CN116884039A

CN116884039A - A cross-modal person re-identification method based on graph structure

Info

Publication number: CN116884039A
Application number: CN202310913967.8A
Authority: CN
Inventors: 季一木; 刘尚东; 张驰
Original assignee: Jiangsu Tuoyou Information Intelligent Technology Research Institute Co ltd
Current assignee: Jiangsu Tuoyou Information Intelligent Technology Research Institute Co ltd
Priority date: 2023-07-25
Filing date: 2023-07-25
Publication date: 2023-10-13

Abstract

The invention discloses a cross-modal pedestrian re-identification method based on a graph structure, which belongs to the technical field of pedestrian re-identification methods. First, a training feature data set is constructed, and the identity balanced sampling strategy is used for training to extract pedestrian data of different identities in two modalities; then an adjacency matrix is generated through the training feature data set to construct an undirected graph structure, and the graph construction calculation is performed through matrix multiplication ; Carry out graph attention learning in two modes at the same time; and use multi-head attention technology to improve the data accuracy of graph attention learning. The present invention uses multi-head attention technology to allocate adaptive weights to intra-modal and inter-modal graph structures, eliminates the negative impact of large changing samples, reduces modal differences, and makes the training process stable and efficient.

Description

Cross-mode pedestrian re-identification method based on graph structure

Technical Field

The invention relates to the technical field of pedestrian re-recognition algorithms, in particular to a cross-mode pedestrian re-recognition method based on a graph structure.

Background

Because of popularization of construction planning such as 'safe city', 'smart city', the safety problem is paid unprecedented importance, the safety consciousness of human is also continuously improved, the pedestrian re-recognition technology in computer vision can process video data by using a machine and combine multiple cameras to replace manual processing and analysis of monitoring video, thereby effectively solving the defect of manual inspection, ensuring the safety of society and having wide application in daily life. The pedestrian re-identification technology is an image retrieval technology for determining whether a pedestrian appears in a monitoring camera network or not. The technology can quickly and accurately capture pedestrian images and is excellent in practical application, so that the technology is widely focused in the field of computer vision and gradually becomes a hot research direction.
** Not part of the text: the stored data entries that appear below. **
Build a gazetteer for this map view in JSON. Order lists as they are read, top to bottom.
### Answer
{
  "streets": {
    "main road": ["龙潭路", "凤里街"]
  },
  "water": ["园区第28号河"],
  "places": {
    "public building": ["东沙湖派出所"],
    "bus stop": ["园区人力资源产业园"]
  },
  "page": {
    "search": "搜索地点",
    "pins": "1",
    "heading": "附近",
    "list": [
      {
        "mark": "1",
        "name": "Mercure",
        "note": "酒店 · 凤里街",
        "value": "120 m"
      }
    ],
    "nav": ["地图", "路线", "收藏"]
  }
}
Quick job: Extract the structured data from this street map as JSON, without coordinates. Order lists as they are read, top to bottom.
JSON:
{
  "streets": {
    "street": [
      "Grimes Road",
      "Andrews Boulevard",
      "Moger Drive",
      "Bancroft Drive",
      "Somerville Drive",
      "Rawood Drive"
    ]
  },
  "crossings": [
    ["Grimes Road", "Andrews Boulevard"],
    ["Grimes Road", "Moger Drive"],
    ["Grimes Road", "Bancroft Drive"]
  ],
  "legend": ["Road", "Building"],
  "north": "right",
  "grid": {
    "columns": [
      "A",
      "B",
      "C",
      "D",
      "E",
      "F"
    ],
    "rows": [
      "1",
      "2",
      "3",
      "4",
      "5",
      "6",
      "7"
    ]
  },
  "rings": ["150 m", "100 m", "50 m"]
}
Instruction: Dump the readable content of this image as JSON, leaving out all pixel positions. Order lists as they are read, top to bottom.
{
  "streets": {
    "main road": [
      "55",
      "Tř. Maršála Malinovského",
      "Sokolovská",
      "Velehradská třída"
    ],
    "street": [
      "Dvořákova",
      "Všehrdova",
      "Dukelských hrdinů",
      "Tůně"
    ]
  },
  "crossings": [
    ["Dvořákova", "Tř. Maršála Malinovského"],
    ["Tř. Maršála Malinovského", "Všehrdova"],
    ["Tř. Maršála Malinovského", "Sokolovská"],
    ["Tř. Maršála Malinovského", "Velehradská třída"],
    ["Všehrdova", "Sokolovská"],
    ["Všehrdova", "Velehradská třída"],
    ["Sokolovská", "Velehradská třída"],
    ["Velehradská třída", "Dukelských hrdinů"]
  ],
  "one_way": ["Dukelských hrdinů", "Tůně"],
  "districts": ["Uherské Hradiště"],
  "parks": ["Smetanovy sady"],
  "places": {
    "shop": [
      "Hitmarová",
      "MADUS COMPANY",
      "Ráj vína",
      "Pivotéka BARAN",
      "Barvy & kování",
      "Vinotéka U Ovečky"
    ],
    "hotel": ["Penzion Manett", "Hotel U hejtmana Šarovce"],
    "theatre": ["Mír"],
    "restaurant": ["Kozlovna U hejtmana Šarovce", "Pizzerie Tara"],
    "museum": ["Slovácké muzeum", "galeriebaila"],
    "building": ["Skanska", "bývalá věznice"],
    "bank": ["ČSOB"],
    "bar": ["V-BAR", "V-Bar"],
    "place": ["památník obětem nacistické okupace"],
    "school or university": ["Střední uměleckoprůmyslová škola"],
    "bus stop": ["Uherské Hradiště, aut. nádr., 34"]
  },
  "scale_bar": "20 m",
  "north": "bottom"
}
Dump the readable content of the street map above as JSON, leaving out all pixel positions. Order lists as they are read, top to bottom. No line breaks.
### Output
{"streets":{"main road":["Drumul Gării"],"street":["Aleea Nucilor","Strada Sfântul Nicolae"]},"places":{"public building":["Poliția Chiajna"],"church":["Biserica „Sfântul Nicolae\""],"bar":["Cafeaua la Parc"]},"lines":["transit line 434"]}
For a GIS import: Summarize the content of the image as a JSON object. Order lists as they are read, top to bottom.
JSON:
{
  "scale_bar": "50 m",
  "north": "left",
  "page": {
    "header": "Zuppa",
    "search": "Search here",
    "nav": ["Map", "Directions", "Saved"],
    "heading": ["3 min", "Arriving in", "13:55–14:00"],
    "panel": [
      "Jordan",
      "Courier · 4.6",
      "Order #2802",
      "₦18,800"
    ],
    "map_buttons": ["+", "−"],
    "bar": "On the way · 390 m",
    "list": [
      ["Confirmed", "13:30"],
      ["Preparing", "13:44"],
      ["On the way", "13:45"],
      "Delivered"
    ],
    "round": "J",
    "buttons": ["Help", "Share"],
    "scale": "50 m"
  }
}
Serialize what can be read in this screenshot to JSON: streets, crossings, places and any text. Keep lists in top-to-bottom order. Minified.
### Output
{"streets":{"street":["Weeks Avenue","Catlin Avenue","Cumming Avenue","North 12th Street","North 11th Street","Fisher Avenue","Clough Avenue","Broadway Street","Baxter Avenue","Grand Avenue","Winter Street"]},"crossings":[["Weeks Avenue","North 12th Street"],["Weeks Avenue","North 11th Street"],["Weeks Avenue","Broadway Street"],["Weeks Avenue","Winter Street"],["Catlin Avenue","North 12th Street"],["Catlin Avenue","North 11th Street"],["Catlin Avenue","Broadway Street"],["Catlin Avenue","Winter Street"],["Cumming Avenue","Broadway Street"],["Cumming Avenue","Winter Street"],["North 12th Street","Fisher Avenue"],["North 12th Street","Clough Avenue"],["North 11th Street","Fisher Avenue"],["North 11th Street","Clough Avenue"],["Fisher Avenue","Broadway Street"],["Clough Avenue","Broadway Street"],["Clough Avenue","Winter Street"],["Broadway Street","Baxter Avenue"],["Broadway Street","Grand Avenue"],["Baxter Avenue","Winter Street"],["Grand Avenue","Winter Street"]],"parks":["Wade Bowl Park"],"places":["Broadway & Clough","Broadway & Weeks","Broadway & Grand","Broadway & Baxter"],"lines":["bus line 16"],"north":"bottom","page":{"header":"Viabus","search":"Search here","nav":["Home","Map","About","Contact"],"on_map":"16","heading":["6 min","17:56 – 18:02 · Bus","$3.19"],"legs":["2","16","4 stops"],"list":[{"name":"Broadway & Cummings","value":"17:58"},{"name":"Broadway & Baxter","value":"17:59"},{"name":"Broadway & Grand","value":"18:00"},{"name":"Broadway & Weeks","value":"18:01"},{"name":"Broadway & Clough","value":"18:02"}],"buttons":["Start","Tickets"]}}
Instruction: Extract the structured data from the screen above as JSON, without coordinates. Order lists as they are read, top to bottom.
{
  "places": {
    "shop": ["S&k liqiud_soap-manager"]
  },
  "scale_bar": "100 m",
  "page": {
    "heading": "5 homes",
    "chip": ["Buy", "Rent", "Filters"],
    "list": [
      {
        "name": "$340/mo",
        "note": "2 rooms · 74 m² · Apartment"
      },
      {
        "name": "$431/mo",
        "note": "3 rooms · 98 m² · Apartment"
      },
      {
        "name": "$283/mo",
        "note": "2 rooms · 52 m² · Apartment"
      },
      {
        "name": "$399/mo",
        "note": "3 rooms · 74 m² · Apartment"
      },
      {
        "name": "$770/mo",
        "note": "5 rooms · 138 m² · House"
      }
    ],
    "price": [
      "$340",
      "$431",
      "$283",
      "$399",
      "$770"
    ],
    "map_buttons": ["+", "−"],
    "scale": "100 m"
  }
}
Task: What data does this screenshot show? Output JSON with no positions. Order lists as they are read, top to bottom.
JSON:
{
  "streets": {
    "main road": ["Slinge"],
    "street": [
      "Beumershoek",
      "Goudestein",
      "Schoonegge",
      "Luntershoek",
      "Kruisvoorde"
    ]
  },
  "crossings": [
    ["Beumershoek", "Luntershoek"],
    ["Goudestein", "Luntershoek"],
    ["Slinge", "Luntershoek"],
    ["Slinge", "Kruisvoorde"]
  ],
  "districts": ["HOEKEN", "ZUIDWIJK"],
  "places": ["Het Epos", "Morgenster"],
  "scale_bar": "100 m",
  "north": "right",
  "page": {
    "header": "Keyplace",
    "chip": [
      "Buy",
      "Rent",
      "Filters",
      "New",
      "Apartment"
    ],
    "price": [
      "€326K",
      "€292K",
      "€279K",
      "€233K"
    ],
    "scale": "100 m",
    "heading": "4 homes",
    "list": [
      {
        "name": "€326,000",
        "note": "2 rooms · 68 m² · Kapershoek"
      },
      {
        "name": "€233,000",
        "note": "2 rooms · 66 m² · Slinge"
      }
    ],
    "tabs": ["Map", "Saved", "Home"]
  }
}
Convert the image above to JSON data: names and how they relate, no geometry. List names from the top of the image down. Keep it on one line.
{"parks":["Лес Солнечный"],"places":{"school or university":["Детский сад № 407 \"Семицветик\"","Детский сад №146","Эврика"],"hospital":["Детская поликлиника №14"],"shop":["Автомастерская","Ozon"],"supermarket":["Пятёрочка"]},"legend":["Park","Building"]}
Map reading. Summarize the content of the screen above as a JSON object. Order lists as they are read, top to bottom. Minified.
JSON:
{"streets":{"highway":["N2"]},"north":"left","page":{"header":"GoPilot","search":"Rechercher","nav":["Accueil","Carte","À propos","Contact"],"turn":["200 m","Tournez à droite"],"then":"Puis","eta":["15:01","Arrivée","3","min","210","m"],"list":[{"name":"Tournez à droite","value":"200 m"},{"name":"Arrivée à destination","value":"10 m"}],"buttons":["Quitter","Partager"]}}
DaiP et al, "DaiP, jiR, wangH, et al, cross-model persona-identificationwith generativeadversarialtraining [ C ]// IJCAI.2018,1 (3): 6," disclose a discriminant feature representation for learning different modes based on generating discriminators for countermeasure training, the structure of which is a generator of a deep convolutional neural network as a learning image representation and a mode classifier as a discriminator, which attempts to distinguish RGB from infrared image modes, the disadvantage being that learning is easily contaminated and unstable by noise samples when the difference in appearance between the two modes is large. All of these challenges result in poorly-discriminative cross-modal features and unstable training.

Chinese patent publication No. CN116311384a, publication date 2023-06-23, title of invention: the patent discloses a cross-modal pedestrian re-recognition method based on joint intermediate modality and characterization learning, wherein an intermediate modality generator is utilized to map original images of the two modalities into a unified feature space so as to generate an intermediate modality image, and the defect is that the global feature learning method is sensitive to background clutter and cannot clearly process modality differences.

Disclosure of Invention

The invention aims at overcoming the defects of the prior art, and provides a cross-mode pedestrian re-identification method based on a graph structure, which is used for enhancing the robustness to noise samples while considering the intra-mode information and the inter-mode discriminant analysis.

In order to achieve the above purpose, the invention adopts the following technical scheme:

a cross-mode pedestrian re-identification method based on a graph structure comprises the following steps:

step S1, acquiring a training characteristic data set, training by adopting an identity balance sampling strategy, randomly extracting n pedestrians in different identities from the training characteristic data set, extracting m infrared images and m visible light images, and generating K=2mn images in each training batch;

s2, generating an adjacency matrix for the training characteristic data set acquired in the step S1 so as to construct an undirected graph G; the specific expression is as follows:

wherein the method comprises the steps ofl _i And l _j Shan Re labels corresponding to two graph nodes, II _k The unit matrix is used for representing that each node is connected with the unit matrix, and the calculation of the graph construction is carried out through matrix multiplication among single thermal labels of training characteristic data;

step S3, drawing meaning learning is carried out, the importance of the node i to another node j in the drawing is learned, and the node i spans between two modes, and the specific formula is as follows:

e _ij ＝a(W _i ,W _j )

where a is the shared attention mechanism, W _i And W is _j Weight matrix representing nodes i and j, e _ij Representing the importance of node i in a graph feature to another node j in the graph feature, each graph feature is allowed to participate in each other graph feature.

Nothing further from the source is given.